When I first started at NC State, I knew I was interested in doing a study abroad program, but I had no idea where I wanted to go or what I wanted to do. I began to explore all of my options and discovered this program, which is only open to pre-veterinary students. What especially interested me about this program was that it focused on wildlife conservation in Africa, which I have always been passionate about. My goal is to be a wildlife veterinarian that assists wildlife biologists in researching and managing wild populations of endangered and threatened species, so this program perfectly matches my interests. In South Africa, I’ll get to work alongside a real wildlife veterinarian, which I’ve never been able to do before as it is a fairly small field. Therefore, I knew that this program was for me and I am so grateful that I have been given this opportunity.
What do you hope to learn from this experience?
The main takeaway I’m hoping to gain from this experience is a real-life, practical understanding of what it means to be a wildlife veterinarian that works out in the field all day every day on unique species that I’ve never seen before. I am hoping to learn how to perform a variety of medical procedures on wild animals, such as vaccine injections, chemical immobilization, physical examinations and more. Furthermore, as a current vet school applicant, I am hoping this experience will confirm that this is the career path I want to pursue and that it will give me the motivation to push through all of the difficulties of vet school.
What is the most interesting thing you’ve experienced so far while in South Africa?
The most interesting thing I’ve experienced so far was a rhino dehorning. These procedures are done in order to deter poachers from illegally stealing the horns, usually at the cost of the rhino’s life. This is no easy undertaking, as there are a lot of moving parts and everyone has to be prepared to work quickly. The veterinarian had to immobilize the rhinos from the helicopter, while we were on the ground following them in trucks until they went down. Once we were given the all clear, we’d move in to keep the rhino upright, ensure it was breathing and help with any processing that needed to be done. While we were doing this, the owners would carefully cut off the horn (a completely harmless procedure, similar to clipping your nails or cutting your hair). That day we dehorned four rhinos, hopefully protecting them from any poachers until their horns grow back. I loved this experience because it was so exhilarating and it was interesting to see how dehorning, and conservation, is done first-hand.
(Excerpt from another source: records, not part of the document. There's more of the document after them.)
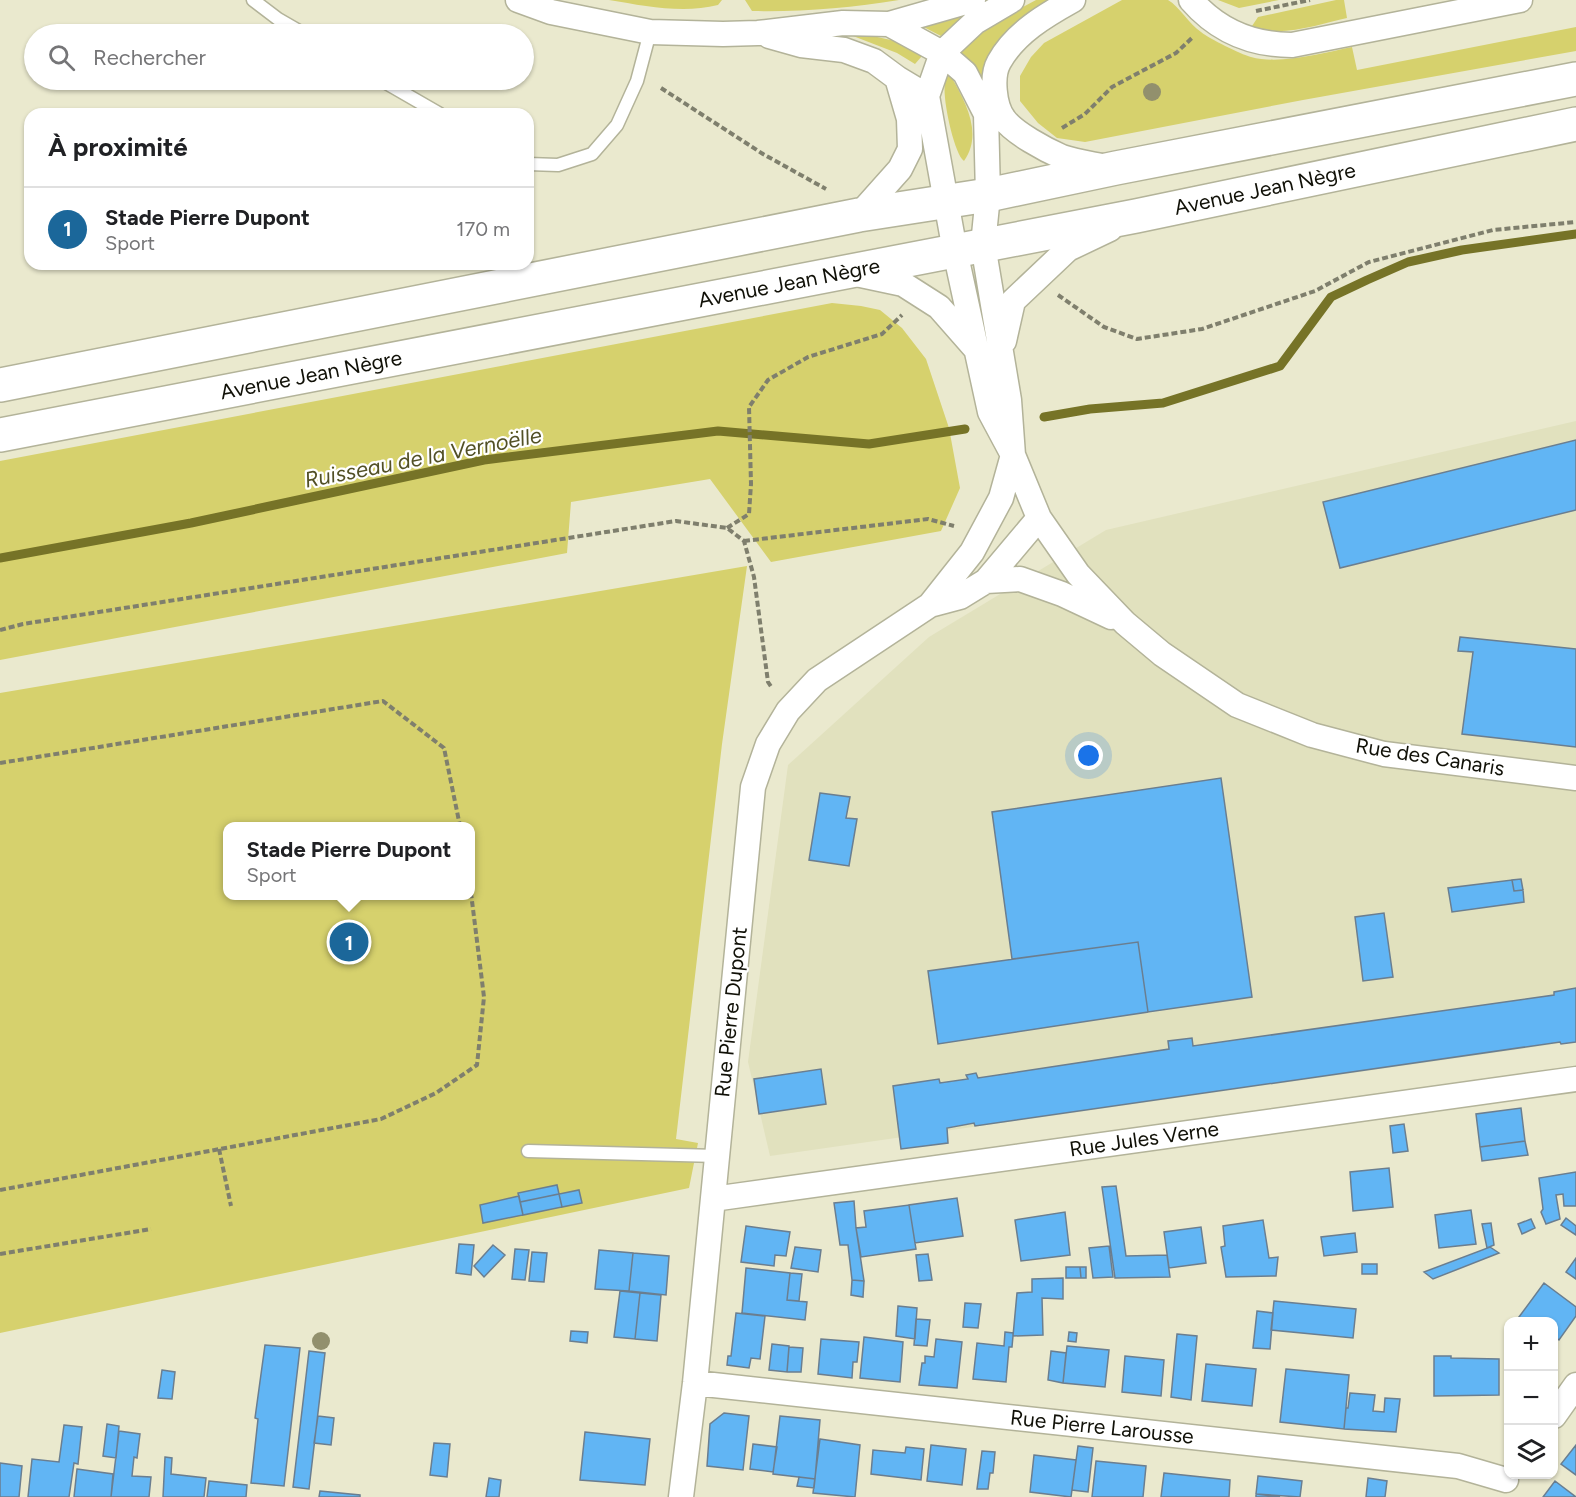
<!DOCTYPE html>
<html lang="fr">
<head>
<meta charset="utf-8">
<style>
  :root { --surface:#fff; --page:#f6f6f6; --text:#202124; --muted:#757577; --line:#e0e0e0; --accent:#1b679a }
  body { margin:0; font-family:Figtree,sans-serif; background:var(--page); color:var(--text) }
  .controls { position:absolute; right:18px; bottom:18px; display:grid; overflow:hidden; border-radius:12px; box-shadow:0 2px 4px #0004 }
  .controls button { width:54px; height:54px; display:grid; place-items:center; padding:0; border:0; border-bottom:2px solid var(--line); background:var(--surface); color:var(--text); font:30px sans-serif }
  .you { position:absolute; left:1089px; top:756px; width:21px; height:21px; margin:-15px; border:4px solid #fff; border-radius:50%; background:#1a73e8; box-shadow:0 0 0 9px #1a73e833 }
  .badge { display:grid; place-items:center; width:39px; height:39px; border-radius:50%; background:var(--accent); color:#fff; font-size:20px; font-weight:700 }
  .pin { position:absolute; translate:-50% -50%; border:3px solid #fff; box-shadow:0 2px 6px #0006 }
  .popup { position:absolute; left:223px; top:822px; width:252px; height:78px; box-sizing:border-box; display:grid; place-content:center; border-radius:12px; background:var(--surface); filter:drop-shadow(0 2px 4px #0005); font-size:20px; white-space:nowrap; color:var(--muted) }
  .popup b { font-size:22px; color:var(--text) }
  .popup::after { content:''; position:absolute; left:50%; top:100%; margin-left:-12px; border:12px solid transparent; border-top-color:var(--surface) }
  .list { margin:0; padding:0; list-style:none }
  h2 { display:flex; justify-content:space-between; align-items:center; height:78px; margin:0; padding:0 24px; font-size:26px }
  h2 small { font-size:20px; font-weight:400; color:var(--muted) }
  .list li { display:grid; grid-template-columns:39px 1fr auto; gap:18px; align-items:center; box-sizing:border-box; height:84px; padding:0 24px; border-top:2px solid var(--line) }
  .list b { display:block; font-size:22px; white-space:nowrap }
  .list p { margin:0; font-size:20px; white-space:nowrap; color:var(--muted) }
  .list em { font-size:20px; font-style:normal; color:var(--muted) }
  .icon { flex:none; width:33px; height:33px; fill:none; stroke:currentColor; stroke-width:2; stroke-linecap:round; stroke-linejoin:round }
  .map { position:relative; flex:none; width:1576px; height:1497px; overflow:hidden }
  .search { position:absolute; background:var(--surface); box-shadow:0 2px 4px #0004; left:24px; top:24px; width:510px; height:66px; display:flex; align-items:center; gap:15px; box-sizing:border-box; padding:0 21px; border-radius:33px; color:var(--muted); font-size:22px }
  .panel { position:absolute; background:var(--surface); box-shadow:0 2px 4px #0004; left:24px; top:108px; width:510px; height:162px; border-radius:18px }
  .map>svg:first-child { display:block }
</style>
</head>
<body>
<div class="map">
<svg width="1576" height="1497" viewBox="0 0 1576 1497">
  <rect width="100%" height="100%" fill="#eae9ce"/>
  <!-- built -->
  <path fill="#e1e1be" d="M 1576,421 L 1576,1041 L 770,1156 L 748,1062 L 788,765 L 929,637 L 1106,530 Z"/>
  <!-- green -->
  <path fill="#d6d16d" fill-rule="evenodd" d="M 609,0 L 722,0 L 718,5 C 683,14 645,6 609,0 Z
    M 745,0 L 899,0 C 851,8 801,12 752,11 Z
    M 1036,0 L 1056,0 L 983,77 L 959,52 L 990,25 Z
    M 1122,0 L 1168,0 C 1179,6 1189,24 1201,32 C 1210,39 1240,54 1251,57 C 1280,65 1323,53 1352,47 L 1357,70 L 1576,27 L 1576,51 L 1303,100 L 1085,142 L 1057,138 L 1038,123 L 1020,101 L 1020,76 L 1031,57 L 1044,43 Z
    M 1218,0 L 1279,0 L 1239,8 Z
    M 1336,0 L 1344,0 L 1347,18 C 1320,24 1278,39 1252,26 L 1258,17 Z
    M 966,13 L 964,20 L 941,36 L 916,23 Z
    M 798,33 L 859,33 L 900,42 L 921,53 L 922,56 L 915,64 L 897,53 L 853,36 Z
    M 948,75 L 952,78 C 966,103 983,134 964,161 C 954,154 942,97 945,84 C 945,81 947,78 948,75 Z
    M 832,303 L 861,306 L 880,310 L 902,328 L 926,359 L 949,428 L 960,488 L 941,531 L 771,562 L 710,479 L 571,502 L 567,553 L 0,660 L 0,461 Z
    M 747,566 L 722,744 L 676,1139 L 698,1143 L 689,1188 L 0,1333 L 0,693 ZM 228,826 L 470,826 L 470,896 L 228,896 Z"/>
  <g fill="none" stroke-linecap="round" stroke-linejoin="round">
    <!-- stream -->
    <path stroke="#767327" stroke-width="9" d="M 1044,417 L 1090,409 L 1163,403 L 1280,366 L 1331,297 L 1367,280 L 1408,262 L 1462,250 L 1576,234
      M 0,558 L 191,523 L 484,460 L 718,431 L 869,444 L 965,429"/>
  </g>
  <!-- building -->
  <path fill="#61b5f4" stroke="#6a7e90" stroke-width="1.5" d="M 1576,440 L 1576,510 L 1340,568 L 1323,502 Z
    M 1460,637 L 1576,649 L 1576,747 L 1462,734 L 1473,652 L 1458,651 Z
    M 1221,778 L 1252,997 L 1148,1012 L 1138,942 L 1012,959 L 992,812 Z
    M 820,793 L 850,797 L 846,818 L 857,819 L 849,866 L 809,860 Z
    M 1521,879 L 1523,890 L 1514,891 L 1512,880 Z
    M 1512,880 L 1514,891 L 1523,890 L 1524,902 L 1452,912 L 1448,888 Z
    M 1384,913 L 1393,977 L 1363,981 L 1355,917 Z
    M 1138,942 L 1148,1012 L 938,1044 L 928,971 Z
    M 1576,988 L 1576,1042 L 1561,1044 L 1560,1042 L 975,1126 L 974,1123 L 947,1128 L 948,1143 L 901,1149 L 893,1086 L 939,1079 L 940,1083 L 968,1079 L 966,1075 L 976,1073 L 978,1078 L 1169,1049 L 1168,1041 L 1192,1038 L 1193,1046 L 1554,995 L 1554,992 Z
    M 821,1069 L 826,1104 L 759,1114 L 754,1079 Z
    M 1521,1108 L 1525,1141 L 1480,1147 L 1476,1114 Z
    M 1404,1124 L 1408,1151 L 1393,1153 L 1390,1126 Z
    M 1525,1141 L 1528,1155 L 1482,1161 L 1480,1147 Z
    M 1389,1168 L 1393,1207 L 1353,1211 L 1350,1172 Z
    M 1576,1172 L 1576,1206 L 1564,1206 L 1563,1194 L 1556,1195 L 1560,1219 L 1546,1224 L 1541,1212 L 1543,1209 L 1539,1178 Z
    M 557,1185 L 559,1194 L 520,1202 L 518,1193 Z
    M 1116,1186 L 1126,1256 L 1167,1255 L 1170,1277 L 1115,1278 L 1102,1187 Z
    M 579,1190 L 582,1203 L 562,1207 L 559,1194 Z
    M 559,1194 L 562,1207 L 523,1215 L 520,1202 Z
    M 519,1196 L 523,1215 L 483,1223 L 480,1205 Z
    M 957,1198 L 963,1236 L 915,1243 L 909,1205 Z
    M 854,1201 L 856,1228 L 864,1281 L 852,1280 L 848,1245 L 840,1245 L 834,1203 Z
    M 909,1205 L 916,1249 L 861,1257 L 856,1228 L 866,1227 L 864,1211 Z
    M 1471,1210 L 1476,1244 L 1439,1248 L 1435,1215 Z
    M 1065,1212 L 1070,1255 L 1021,1261 L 1015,1220 Z
    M 1566,1218 L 1576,1226 L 1576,1235 L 1561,1225 Z
    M 1531,1219 L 1535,1228 L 1522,1234 L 1518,1224 Z
    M 1263,1220 L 1269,1258 L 1278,1257 L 1276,1276 L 1226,1277 L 1221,1247 L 1225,1246 L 1223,1226 Z
    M 1491,1223 L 1494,1245 L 1487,1248 L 1482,1224 Z
    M 746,1226 L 790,1232 L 786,1256 L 775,1255 L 774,1266 L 741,1262 Z
    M 1201,1227 L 1206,1263 L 1169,1268 L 1164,1232 Z
    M 1355,1233 L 1357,1252 L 1324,1256 L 1321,1237 Z
    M 459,1244 L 474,1245 L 471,1275 L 456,1273 Z
    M 493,1245 L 505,1255 L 484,1277 L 474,1266 Z
    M 1109,1246 L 1113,1277 L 1093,1278 L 1089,1248 Z
    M 795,1247 L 821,1250 L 818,1272 L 791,1268 Z
    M 1490,1247 L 1499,1253 L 1433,1279 L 1424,1272 Z
    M 515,1249 L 529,1250 L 525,1280 L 512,1279 Z
    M 599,1250 L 633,1253 L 629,1291 L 595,1289 Z
    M 532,1252 L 547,1253 L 544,1282 L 529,1281 Z
    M 633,1253 L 669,1256 L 666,1295 L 629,1291 Z
    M 928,1254 L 932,1280 L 919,1281 L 916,1255 Z
    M 1576,1258 L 1576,1279 L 1566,1272 Z
    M 1362,1264 L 1377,1264 L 1377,1274 L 1362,1274 Z
    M 1066,1267 L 1080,1267 L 1081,1278 L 1066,1278 Z
    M 1080,1267 L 1086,1267 L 1086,1278 L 1081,1278 Z
    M 746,1268 L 790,1273 L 787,1300 L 807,1302 L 805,1320 L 742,1313 Z
    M 790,1273 L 802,1274 L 799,1301 L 787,1300 Z
    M 1063,1278 L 1063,1299 L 1042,1298 L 1043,1335 L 1013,1336 L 1017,1293 L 1032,1292 L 1032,1279 Z
    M 852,1280 L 864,1281 L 863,1297 L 851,1295 Z
    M 1544,1283 L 1576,1307 L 1576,1316 L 1559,1340 L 1554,1336 L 1554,1322 L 1525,1322 L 1519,1317 Z
    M 620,1291 L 640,1293 L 635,1339 L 614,1337 Z
    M 640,1293 L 661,1295 L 657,1341 L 635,1339 Z
    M 1274,1301 L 1356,1309 L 1353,1338 L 1271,1330 Z
    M 965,1303 L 981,1304 L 978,1328 L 963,1327 Z
    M 898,1306 L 917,1308 L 915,1339 L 896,1336 Z
    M 1257,1311 L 1273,1313 L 1270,1349 L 1253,1348 Z
    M 736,1313 L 765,1316 L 760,1359 L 751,1358 L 749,1368 L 727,1365 L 728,1356 L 731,1356 Z
    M 916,1319 L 930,1320 L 927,1346 L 914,1345 Z
    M 571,1331 L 588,1332 L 587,1343 L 570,1341 Z
    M 1005,1332 L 1013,1333 L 1013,1336 L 1012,1347 L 1009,1347 L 1006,1382 L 973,1379 L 977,1343 L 1004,1346 Z
    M 1069,1332 L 1077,1333 L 1076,1342 L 1068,1341 Z
    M 1177,1334 L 1197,1336 L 1191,1400 L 1171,1397 Z
    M 864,1337 L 903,1342 L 900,1382 L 860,1378 Z
    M 821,1339 L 859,1342 L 857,1362 L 853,1362 L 852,1378 L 818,1374 Z
    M 936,1339 L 962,1342 L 957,1388 L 919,1385 L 922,1363 L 925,1363 L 925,1356 L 934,1357 Z
    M 772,1344 L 789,1346 L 787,1372 L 769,1370 Z
    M 265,1345 L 300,1348 L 284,1486 L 251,1483 L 258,1419 L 255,1418 Z
    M 1067,1346 L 1109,1350 L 1105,1387 L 1063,1383 Z
    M 789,1347 L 803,1348 L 801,1372 L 787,1372 Z
    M 309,1351 L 325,1353 L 309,1489 L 293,1487 Z
    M 1051,1351 L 1066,1353 L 1063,1383 L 1048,1380 Z
    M 1125,1356 L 1164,1360 L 1161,1396 L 1122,1392 Z
    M 1434,1356 L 1451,1356 L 1451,1358 L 1499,1359 L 1499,1395 L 1434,1396 Z
    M 1206,1364 L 1256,1369 L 1252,1406 L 1202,1401 Z
    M 1286,1369 L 1349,1375 L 1344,1429 L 1280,1422 Z
    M 162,1370 L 175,1372 L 172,1399 L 158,1398 Z
    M 1350,1393 L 1375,1395 L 1373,1411 L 1384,1412 L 1385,1398 L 1400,1399 L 1396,1432 L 1344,1429 L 1346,1408 L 1348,1408 Z
    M 724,1413 L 749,1416 L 743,1470 L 707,1466 L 710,1424 Z
    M 318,1416 L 334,1418 L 331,1445 L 314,1443 Z
    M 780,1416 L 820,1420 L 815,1479 L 773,1474 Z
    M 107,1424 L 119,1426 L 116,1458 L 103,1456 Z
    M 64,1425 L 82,1427 L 78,1464 L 74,1463 L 69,1497 L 28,1497 L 32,1459 L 59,1462 Z
    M 119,1431 L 140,1434 L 137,1458 L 134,1457 L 132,1476 L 151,1477 L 149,1497 L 111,1497 Z
    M 585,1432 L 650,1439 L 645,1485 L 580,1480 Z
    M 820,1439 L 860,1445 L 855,1497 L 813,1493 Z
    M 434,1443 L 450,1444 L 447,1477 L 430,1475 Z
    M 753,1444 L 777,1447 L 773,1472 L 750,1469 Z
    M 931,1445 L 966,1449 L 962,1485 L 927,1481 Z
    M 1576,1445 L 1576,1475 L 1561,1464 Z
    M 1078,1446 L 1093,1448 L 1088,1492 L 1072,1490 Z
    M 906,1447 L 924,1449 L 921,1480 L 871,1474 L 873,1450 L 905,1453 Z
    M 982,1451 L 995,1452 L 993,1473 L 990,1473 L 988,1489 L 977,1489 Z
    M 1034,1455 L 1076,1460 L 1071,1497 L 1030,1492 Z
    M 165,1457 L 172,1458 L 171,1474 L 206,1478 L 204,1497 L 163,1497 Z
    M 1096,1461 L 1146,1466 L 1143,1497 L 1092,1497 Z
    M 0,1463 L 22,1466 L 19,1497 L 0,1497 Z
    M 77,1469 L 113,1474 L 111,1497 L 74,1497 Z
    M 1164,1473 L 1230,1480 L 1229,1497 L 1161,1497 Z
    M 1258,1476 L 1302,1481 L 1300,1497 L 1256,1494 Z
    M 799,1477 L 815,1479 L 814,1488 L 797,1486 Z
    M 489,1478 L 501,1480 L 499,1497 L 486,1497 Z
    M 1368,1478 L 1387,1481 L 1385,1497 L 1366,1497 Z
    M 209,1481 L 247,1485 L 246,1497 L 207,1497 Z
    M 1555,1481 L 1576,1497 L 1543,1497 Z
    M 320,1491 L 360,1495 L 360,1497 L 319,1497 Z
    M 1256,1494 L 1280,1497 L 1256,1497 Z"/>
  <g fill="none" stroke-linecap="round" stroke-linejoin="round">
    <!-- service casing -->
    <g stroke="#b3b399" stroke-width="15">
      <path id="service" d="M 253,0 L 278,19 L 304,34
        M 381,80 L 440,114
        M 528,164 L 558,165 L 592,154 L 617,125 L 637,81 L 650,32
        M 528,1151 L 717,1156"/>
    </g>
    <!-- minor casing -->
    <g stroke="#b3b399" stroke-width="27">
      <path id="minor" d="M 518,0 L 551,12 L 650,32 L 723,34 L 758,33 L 843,23 L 889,24 L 942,53 L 965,73 L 986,114 L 988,195 L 983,245 L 1009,400 L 1013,455 L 1001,498 L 972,552 L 930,605
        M 1073,0 C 1046,15 1015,33 999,62 C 991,76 994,106 1004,119 C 1014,133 1046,150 1062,157 C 1076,162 1093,164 1107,167
        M 1191,0 C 1218,31 1252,45 1292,45 L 1520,0
        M 889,24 L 973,0
        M 769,36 L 801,45 L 844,50 L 874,61 L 897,78 L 909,119 L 910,149 L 900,169 L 859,215
        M 897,78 L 927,96 L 955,251 L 990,412 L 1013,455 L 1039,518 L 1078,574 L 1125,623 L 1162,654 L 1237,705 L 1312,735 L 1384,754 L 1576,778
        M 927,96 L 942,53 L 975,22 L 1012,0
        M 856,274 L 903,284 L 939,307 L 975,348
        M 1004,341 L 1013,301 L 1068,249 L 1110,229
        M 986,581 L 1020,579 L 1062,594 L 1111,617
        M 713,1199 L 1576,1079
        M 695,1383 L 1458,1466 L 1506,1480
        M 1554,1416 L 1576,1385
        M 681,1497 L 695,1383 L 753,787 L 768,744 L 788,711 L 817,680 L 930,605 L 960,597 L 986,581 L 1039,518"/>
    </g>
    <!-- secondary casing -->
    <g stroke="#b3b399" stroke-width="36">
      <path id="secondary" d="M 0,385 L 859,215 L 988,195 L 1116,168 L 1576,79
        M 0,435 L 1136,216 L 1576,124"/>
    </g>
    <!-- path -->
    <path stroke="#7f7f6d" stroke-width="4" stroke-dasharray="6 3" stroke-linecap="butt" d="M 1256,11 L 1310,0
      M 661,88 L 763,154 L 826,189
      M 1062,128 L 1085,114 L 1112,87 L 1176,53 L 1193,37
      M 1058,295 L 1104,327 L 1137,339 L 1202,329 L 1315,291 L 1369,262 L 1493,230 L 1576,222
      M 727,528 L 749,514 L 751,484 L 749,407 L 768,380 L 808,357 L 882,334 L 902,315
      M 744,541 L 928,519 L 954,526
      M 0,630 L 23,624 L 676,521 L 727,528 L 744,541 L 754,577 L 768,682 L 772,688
      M 0,763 L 383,701 L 444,748 L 460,826
      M 219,1149 L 231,1206
      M 0,1190 L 381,1119 L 436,1093 L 477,1065 L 484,997 L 470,885
      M 0,1254 L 151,1229"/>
    <!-- service -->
    <use href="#service" stroke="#fff" stroke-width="12"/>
    <!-- minor -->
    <use href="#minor" stroke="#fff" stroke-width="24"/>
    <!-- secondary -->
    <use href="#secondary" stroke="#fff" stroke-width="33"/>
  </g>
  <!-- trees -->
  <g fill="#92906d">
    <circle cx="1152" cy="92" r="9"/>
    <circle cx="321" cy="1341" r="9"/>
  </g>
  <g text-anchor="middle" stroke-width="4.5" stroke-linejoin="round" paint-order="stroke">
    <!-- street labels -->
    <g font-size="21" fill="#101007" stroke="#fff">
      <text transform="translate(1265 189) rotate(-12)" y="7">Avenue Jean Nègre</text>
      <text transform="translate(789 283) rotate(-11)" y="7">Avenue Jean Nègre</text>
      <text transform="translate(311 375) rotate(-11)" y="7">Avenue Jean Nègre</text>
      <text transform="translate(1430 757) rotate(9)" y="7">Rue des Canaris</text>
      <text transform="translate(731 1012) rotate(-84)" y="7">Rue Pierre Dupont</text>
      <text transform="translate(1144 1139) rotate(-8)" y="7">Rue Jules Verne</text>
      <text transform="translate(1102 1427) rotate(6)" y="7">Rue Pierre Larousse</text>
    </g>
    <!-- water labels -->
    <g font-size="22" font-style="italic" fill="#525026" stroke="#fff">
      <text transform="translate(423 457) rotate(-11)" y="8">Ruisseau de la Vernoëlle</text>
    </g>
  </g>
</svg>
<div class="controls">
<button>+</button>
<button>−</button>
<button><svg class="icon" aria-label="layers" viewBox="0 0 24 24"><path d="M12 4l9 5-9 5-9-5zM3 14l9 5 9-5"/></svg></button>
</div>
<div class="you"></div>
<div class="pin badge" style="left:349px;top:942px">1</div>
<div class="popup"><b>Stade Pierre Dupont</b>Sport</div>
<div class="search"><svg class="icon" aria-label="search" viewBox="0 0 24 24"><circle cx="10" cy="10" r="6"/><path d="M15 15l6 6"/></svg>Rechercher</div>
<section class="panel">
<h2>À proximité<small></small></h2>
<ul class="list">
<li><span class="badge">1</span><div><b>Stade Pierre Dupont</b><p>Sport</p></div><em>170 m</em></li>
</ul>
</section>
</div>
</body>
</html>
What has been the most challenging? Why?
The most challenging part of the experience was learning how to process each animal we worked on and being able to do it quickly. Before this course, I didn’t have much veterinary experience, especially with large animals. This meant I had a lot to learn about handling, injections and more. Because of the immobilization drugs that are used, it is very important to work as fast as possible to prevent any health complications, meaning that I had to catch on quickly. Fortunately, I was working with a great team of classmates who were encouraging and supportive.
What is the most valuable thing you’ve learned from this experience?
On that note, one of the most valuable lessons I learned from this course was how to efficiently work with a team. This is something that I’ve always known to be important, but I feel like I never really understood what it meant until we were running in the bush to take care of an immobilized animal. When we first arrived in South Africa, I hardly knew any of the students. But over the next few weeks, we became really close and we made sure to divide the work evenly while supporting each other. I became a better communicator, and I am much more confident in my ability to work with others in high-pressure situations, which is definitely an important skill in this field.
How has your time in the UHP prepared you for this experience?
The UHP taught me to seek out opportunities and experiences that will challenge me, my beliefs and my preconceptions. This study abroad program challenged me at times, but I know I am a better person because of it. The UHP also prepared me for working with those from different backgrounds and different cultures, which I experienced as a part of this course. I am grateful for everything that I have learned from the UHP over the past few years as it has helped me develop into a more well-rounded individual.
What do you want to tell other students about how to prepare for study abroad opportunities like this?
My main advice for anyone who wants to study abroad or is preparing for a program abroad is to go in with an open mind. This is especially important if you have never traveled to the place you are going to, since you will see things that you have never seen before and it may make you uncomfortable at times. We have a lot of privileges in the United States that not all countries have, and if you are going to study abroad, you will begin to realize this on a deeper level. Be open to trying new things and learning about the culture you will be immersed in. Even if you don’t enjoy everything, it is both the positive and negatives that make the experience what it is, and I guarantee you won’t regret it.
What’s the best bit of advice you’ve ever received?
The best advice I’ve ever received is to take opportunities to travel while you’re young. Even if you don’t have a full bank account, you have the rest of your life to make money. I understand it’s not practical or possible for everyone to travel, and I am very blessed to have had the opportunities I’ve had, but I encourage you to explore while you still can. Tomorrow isn’t guaranteed, and you never know if you’ll get the chance to travel again.